**WHAT THE TASK ASKS**
Where a line below holds the string "turn", count it; then give the total without any other words.

**Collection entries**
════════════════════

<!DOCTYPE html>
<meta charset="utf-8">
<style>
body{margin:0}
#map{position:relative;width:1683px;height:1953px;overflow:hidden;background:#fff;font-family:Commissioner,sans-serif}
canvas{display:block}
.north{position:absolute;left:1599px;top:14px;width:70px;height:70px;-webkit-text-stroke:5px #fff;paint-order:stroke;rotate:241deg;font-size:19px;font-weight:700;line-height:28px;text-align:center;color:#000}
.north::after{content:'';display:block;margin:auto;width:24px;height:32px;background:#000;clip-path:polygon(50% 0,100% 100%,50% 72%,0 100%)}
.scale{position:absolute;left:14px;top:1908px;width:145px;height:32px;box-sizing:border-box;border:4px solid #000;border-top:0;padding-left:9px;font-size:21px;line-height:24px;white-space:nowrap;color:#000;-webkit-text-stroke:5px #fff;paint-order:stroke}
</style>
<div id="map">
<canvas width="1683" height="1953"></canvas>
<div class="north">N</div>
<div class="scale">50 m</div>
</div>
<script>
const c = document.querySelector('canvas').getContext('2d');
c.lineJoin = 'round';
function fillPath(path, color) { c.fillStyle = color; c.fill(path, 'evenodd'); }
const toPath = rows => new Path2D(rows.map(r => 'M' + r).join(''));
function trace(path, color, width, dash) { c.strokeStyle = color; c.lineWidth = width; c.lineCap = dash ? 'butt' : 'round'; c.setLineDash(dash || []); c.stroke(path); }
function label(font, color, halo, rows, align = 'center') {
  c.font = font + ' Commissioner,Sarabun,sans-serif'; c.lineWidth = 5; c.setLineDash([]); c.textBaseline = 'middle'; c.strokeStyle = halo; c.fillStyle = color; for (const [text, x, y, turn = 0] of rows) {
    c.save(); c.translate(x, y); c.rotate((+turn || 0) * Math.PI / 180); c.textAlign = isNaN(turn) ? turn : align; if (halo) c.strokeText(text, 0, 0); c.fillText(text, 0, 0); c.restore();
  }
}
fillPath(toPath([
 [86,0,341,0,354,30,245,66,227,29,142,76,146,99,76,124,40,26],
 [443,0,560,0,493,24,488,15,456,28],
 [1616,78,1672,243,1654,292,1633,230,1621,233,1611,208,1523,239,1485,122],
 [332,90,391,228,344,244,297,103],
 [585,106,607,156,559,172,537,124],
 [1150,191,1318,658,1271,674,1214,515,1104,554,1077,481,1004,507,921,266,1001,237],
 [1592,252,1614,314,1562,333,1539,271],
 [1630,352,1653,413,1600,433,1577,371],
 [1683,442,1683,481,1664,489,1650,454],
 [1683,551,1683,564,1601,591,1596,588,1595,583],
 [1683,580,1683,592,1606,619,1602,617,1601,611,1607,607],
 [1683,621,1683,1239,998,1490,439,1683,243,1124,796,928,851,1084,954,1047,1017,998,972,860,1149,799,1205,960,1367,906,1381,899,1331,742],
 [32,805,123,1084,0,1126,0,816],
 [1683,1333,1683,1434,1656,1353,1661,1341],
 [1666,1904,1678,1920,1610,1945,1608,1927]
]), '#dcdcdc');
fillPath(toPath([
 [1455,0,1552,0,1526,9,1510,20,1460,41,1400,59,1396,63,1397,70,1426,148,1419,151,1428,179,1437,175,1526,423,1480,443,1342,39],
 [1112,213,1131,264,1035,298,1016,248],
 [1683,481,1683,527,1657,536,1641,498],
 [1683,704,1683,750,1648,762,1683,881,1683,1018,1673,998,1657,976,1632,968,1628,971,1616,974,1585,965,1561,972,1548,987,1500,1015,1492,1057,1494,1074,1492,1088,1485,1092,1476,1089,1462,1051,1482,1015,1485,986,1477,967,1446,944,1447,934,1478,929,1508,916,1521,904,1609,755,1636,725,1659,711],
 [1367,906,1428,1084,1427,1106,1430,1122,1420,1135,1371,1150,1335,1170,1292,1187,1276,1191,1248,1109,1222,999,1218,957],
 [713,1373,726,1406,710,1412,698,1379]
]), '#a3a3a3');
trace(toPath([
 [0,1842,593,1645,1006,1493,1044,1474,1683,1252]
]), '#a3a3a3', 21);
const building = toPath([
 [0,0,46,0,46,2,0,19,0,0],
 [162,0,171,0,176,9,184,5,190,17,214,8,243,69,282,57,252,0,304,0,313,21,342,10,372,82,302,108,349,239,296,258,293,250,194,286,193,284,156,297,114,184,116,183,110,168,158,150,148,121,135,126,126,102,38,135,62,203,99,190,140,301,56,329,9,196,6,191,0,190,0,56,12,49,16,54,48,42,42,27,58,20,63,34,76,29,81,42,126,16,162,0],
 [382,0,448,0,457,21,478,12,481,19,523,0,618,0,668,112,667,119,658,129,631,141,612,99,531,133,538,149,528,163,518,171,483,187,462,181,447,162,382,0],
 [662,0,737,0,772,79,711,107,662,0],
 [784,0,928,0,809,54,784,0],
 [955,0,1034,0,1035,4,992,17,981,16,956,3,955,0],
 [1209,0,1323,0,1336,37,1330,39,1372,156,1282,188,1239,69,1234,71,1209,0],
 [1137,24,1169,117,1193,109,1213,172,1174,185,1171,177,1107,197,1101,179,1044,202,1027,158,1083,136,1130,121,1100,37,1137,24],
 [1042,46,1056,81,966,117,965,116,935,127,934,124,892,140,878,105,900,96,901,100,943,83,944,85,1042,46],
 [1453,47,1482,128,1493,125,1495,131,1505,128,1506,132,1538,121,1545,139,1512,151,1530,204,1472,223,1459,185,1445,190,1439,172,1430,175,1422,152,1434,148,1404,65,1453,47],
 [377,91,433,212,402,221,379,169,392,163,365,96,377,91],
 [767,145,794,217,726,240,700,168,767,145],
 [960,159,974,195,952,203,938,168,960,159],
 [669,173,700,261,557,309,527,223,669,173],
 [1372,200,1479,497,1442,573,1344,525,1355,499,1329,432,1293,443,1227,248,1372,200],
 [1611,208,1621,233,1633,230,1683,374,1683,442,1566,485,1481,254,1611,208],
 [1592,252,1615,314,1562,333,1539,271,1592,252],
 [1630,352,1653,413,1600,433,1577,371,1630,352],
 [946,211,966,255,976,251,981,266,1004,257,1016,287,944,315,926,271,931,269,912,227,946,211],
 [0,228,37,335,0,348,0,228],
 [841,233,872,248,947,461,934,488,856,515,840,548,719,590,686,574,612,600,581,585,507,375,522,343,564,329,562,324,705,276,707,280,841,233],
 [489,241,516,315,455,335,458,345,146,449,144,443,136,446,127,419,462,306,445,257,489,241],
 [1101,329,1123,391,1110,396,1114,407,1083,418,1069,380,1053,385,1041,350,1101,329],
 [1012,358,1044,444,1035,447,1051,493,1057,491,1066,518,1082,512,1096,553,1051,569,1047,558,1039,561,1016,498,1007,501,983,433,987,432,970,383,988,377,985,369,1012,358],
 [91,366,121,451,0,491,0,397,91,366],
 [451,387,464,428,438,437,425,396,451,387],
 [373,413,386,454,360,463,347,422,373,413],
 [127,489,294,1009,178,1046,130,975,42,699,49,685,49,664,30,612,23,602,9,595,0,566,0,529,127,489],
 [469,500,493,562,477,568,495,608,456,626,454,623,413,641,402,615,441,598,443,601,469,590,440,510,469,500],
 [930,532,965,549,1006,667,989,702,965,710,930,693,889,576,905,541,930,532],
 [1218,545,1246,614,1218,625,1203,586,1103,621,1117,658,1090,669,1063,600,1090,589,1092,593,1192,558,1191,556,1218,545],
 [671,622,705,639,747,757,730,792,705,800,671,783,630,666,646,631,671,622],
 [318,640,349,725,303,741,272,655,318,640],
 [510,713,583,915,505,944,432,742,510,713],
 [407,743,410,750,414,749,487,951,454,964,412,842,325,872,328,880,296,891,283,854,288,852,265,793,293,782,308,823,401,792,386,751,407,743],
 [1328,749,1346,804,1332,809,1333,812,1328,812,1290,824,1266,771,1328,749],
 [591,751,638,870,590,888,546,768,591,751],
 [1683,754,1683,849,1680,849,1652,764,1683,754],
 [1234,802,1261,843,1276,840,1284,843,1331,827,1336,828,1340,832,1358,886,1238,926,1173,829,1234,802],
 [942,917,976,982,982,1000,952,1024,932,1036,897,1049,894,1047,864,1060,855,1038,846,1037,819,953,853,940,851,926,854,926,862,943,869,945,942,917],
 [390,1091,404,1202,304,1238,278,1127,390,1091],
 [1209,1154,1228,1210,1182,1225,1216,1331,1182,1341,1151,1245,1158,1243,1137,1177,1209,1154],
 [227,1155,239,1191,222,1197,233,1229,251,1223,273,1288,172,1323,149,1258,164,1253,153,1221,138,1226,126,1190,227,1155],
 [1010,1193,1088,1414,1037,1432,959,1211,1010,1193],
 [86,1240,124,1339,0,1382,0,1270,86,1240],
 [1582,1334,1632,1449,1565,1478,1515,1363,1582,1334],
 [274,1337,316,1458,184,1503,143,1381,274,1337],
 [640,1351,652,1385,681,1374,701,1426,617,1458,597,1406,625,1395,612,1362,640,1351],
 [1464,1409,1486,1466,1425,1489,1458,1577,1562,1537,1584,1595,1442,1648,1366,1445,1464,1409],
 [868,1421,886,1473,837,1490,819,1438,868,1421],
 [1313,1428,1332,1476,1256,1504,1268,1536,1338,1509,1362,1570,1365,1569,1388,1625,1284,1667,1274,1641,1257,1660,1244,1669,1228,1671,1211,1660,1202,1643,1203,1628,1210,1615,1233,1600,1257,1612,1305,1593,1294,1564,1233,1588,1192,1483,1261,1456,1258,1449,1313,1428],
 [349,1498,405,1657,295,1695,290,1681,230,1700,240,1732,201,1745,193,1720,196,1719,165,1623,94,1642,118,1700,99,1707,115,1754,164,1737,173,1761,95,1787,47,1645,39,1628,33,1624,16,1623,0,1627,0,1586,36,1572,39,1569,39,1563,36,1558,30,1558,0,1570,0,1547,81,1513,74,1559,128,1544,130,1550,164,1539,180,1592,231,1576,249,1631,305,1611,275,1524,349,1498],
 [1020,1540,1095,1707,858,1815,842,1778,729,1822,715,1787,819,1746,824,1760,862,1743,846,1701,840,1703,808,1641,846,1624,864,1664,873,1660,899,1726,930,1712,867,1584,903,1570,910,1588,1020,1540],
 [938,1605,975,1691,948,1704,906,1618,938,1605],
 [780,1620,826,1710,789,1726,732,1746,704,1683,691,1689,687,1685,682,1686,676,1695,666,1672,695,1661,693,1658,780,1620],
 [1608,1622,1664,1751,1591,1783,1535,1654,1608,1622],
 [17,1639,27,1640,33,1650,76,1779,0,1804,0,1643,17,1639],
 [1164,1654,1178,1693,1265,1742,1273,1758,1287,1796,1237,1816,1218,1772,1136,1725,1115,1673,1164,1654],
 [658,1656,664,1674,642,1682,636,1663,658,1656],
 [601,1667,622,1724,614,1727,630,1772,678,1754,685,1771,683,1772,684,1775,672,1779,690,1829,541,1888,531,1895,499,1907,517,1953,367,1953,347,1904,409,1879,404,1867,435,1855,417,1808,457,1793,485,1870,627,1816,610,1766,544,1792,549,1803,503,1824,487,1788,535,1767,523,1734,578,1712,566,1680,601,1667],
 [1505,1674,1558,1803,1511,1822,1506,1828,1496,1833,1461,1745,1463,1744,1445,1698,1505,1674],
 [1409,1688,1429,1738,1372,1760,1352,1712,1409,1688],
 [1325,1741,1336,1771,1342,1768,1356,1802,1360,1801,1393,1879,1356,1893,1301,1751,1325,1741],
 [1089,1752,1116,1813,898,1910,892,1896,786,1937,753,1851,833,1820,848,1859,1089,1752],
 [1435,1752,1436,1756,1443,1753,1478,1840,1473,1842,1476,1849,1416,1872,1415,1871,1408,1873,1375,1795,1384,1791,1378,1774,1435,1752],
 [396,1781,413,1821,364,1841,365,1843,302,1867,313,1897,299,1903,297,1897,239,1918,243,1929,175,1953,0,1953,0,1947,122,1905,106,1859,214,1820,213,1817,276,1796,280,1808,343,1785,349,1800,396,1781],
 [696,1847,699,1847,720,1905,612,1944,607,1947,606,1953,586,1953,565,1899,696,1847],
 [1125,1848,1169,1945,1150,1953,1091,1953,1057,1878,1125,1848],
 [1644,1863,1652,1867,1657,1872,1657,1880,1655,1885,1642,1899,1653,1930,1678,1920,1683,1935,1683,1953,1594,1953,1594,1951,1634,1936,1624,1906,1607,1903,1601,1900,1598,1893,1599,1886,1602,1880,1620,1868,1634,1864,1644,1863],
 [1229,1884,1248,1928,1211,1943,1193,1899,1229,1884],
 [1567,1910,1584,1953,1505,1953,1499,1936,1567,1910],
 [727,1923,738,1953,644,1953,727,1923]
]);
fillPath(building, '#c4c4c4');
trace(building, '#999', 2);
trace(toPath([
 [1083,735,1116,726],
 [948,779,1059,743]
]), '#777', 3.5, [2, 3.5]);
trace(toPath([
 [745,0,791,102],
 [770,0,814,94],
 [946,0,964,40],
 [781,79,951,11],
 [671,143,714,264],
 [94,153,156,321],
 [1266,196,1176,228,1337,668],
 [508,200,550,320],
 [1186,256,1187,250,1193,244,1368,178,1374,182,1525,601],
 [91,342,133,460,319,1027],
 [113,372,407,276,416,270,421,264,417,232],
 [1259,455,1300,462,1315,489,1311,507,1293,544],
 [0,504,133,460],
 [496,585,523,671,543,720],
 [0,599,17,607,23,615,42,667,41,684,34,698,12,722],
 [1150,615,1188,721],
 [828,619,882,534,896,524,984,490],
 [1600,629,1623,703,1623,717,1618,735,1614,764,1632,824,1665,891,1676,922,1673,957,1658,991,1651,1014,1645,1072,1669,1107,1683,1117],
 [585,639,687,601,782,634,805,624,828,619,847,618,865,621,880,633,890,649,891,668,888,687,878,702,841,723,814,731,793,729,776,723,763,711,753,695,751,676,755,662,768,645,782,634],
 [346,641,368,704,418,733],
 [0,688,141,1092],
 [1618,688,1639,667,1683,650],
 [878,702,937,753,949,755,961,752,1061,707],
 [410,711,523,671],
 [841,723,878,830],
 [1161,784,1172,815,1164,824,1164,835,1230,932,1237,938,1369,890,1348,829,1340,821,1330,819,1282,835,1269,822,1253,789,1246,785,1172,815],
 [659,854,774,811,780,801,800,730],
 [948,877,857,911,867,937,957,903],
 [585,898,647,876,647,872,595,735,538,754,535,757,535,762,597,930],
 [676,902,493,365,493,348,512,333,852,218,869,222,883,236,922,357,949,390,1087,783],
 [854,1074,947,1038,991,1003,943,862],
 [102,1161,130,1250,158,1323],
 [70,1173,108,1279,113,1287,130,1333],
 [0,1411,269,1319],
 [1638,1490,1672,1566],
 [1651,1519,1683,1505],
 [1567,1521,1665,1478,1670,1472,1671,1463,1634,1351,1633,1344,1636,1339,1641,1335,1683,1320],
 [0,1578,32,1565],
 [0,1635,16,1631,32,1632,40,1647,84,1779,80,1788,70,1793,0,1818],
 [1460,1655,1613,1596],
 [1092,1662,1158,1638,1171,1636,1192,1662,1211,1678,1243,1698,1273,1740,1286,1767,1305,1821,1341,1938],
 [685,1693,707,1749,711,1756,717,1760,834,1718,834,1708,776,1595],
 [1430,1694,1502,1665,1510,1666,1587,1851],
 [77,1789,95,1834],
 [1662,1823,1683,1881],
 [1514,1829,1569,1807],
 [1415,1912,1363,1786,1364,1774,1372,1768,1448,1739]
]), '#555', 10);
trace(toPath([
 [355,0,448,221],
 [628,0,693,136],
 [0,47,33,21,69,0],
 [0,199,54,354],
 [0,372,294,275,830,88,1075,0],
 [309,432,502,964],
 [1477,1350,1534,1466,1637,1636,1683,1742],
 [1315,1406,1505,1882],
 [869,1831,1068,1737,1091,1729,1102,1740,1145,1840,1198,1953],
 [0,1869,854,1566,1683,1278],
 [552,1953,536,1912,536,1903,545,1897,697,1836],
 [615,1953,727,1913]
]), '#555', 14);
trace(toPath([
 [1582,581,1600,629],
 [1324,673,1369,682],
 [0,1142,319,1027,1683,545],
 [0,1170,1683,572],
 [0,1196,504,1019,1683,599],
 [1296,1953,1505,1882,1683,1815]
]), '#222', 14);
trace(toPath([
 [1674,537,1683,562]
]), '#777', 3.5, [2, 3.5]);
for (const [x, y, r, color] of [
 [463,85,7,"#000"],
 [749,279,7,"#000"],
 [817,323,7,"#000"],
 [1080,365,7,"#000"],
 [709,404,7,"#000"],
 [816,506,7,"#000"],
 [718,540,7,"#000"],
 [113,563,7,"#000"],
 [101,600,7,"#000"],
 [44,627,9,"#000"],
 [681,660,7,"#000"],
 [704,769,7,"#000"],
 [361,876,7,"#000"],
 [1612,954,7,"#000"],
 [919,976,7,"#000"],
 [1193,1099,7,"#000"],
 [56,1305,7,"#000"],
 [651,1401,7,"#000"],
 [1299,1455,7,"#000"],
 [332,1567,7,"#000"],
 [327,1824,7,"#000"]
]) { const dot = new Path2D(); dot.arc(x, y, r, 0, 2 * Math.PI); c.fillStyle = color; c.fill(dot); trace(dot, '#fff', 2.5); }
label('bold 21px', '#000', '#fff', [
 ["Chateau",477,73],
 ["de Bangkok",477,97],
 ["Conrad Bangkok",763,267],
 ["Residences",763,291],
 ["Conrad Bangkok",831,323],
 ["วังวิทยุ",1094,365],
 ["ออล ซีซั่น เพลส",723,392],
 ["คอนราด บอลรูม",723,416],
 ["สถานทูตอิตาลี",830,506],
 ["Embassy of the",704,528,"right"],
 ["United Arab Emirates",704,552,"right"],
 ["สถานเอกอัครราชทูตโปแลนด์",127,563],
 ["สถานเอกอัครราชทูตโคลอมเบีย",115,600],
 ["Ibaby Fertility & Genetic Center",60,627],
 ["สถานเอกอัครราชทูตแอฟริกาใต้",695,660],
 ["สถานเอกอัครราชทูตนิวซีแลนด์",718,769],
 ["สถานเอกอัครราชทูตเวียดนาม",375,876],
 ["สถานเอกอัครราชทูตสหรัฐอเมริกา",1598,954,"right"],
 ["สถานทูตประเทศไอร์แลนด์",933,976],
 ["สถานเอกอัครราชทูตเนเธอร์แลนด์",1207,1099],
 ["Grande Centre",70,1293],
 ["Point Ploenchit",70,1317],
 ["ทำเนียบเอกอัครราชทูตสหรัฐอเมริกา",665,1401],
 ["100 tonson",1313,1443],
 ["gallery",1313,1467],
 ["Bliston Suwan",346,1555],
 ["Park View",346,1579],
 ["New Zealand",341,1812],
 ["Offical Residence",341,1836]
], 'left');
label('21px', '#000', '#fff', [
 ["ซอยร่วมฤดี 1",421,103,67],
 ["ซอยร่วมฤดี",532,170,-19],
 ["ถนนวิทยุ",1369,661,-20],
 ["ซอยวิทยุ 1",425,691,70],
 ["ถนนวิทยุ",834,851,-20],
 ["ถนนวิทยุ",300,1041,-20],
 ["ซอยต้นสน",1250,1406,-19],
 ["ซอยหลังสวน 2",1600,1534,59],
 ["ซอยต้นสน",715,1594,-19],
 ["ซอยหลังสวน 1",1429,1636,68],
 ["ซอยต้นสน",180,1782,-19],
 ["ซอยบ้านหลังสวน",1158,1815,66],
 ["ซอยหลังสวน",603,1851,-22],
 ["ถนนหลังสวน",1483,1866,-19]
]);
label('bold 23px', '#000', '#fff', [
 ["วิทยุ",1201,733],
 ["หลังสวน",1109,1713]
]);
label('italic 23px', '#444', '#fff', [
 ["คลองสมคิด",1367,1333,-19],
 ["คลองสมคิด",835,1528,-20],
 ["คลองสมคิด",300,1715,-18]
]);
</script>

════════════════════

**PROBLEM SOLUTION**
2